### Assignment
A full and exact copy of the listing that follows is needed.

*** Raw data ***

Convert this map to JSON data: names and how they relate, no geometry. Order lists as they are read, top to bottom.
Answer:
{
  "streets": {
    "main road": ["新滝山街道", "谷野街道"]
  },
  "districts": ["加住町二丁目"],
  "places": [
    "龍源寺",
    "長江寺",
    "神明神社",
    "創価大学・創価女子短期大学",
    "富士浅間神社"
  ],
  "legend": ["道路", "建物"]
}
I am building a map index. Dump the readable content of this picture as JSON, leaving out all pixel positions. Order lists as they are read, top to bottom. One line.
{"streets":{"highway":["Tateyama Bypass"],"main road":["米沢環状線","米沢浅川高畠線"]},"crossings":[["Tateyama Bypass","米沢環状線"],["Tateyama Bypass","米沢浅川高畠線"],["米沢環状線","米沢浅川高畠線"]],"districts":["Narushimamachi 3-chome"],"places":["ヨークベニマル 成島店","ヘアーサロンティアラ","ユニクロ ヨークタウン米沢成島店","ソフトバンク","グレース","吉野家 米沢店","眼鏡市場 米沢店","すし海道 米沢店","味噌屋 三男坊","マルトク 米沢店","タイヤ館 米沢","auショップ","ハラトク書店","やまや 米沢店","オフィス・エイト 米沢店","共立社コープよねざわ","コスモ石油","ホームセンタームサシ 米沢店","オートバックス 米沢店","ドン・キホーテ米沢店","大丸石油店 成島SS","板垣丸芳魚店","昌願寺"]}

*** End of Raw data ***

### Response to the exercise
Convert this map to JSON data: names and how they relate, no geometry. Order lists as they are read, top to bottom.
Answer:
{
  "streets": {
    "main road": ["新滝山街道", "谷野街道"]
  },
  "districts": ["加住町二丁目"],
  "places": [
    "龍源寺",
    "長江寺",
    "神明神社",
    "創価大学・創価女子短期大学",
    "富士浅間神社"
  ],
  "legend": ["道路", "建物"]
}
I am building a map index. Dump the readable content of this picture as JSON, leaving out all pixel positions. Order lists as they are read, top to bottom. One line.
{"streets":{"highway":["Tateyama Bypass"],"main road":["米沢環状線","米沢浅川高畠線"]},"crossings":[["Tateyama Bypass","米沢環状線"],["Tateyama Bypass","米沢浅川高畠線"],["米沢環状線","米沢浅川高畠線"]],"districts":["Narushimamachi 3-chome"],"places":["ヨークベニマル 成島店","ヘアーサロンティアラ","ユニクロ ヨークタウン米沢成島店","ソフトバンク","グレース","吉野家 米沢店","眼鏡市場 米沢店","すし海道 米沢店","味噌屋 三男坊","マルトク 米沢店","タイヤ館 米沢","auショップ","ハラトク書店","やまや 米沢店","オフィス・エイト 米沢店","共立社コープよねざわ","コスモ石油","ホームセンタームサシ 米沢店","オートバックス 米沢店","ドン・キホーテ米沢店","大丸石油店 成島SS","板垣丸芳魚店","昌願寺"]}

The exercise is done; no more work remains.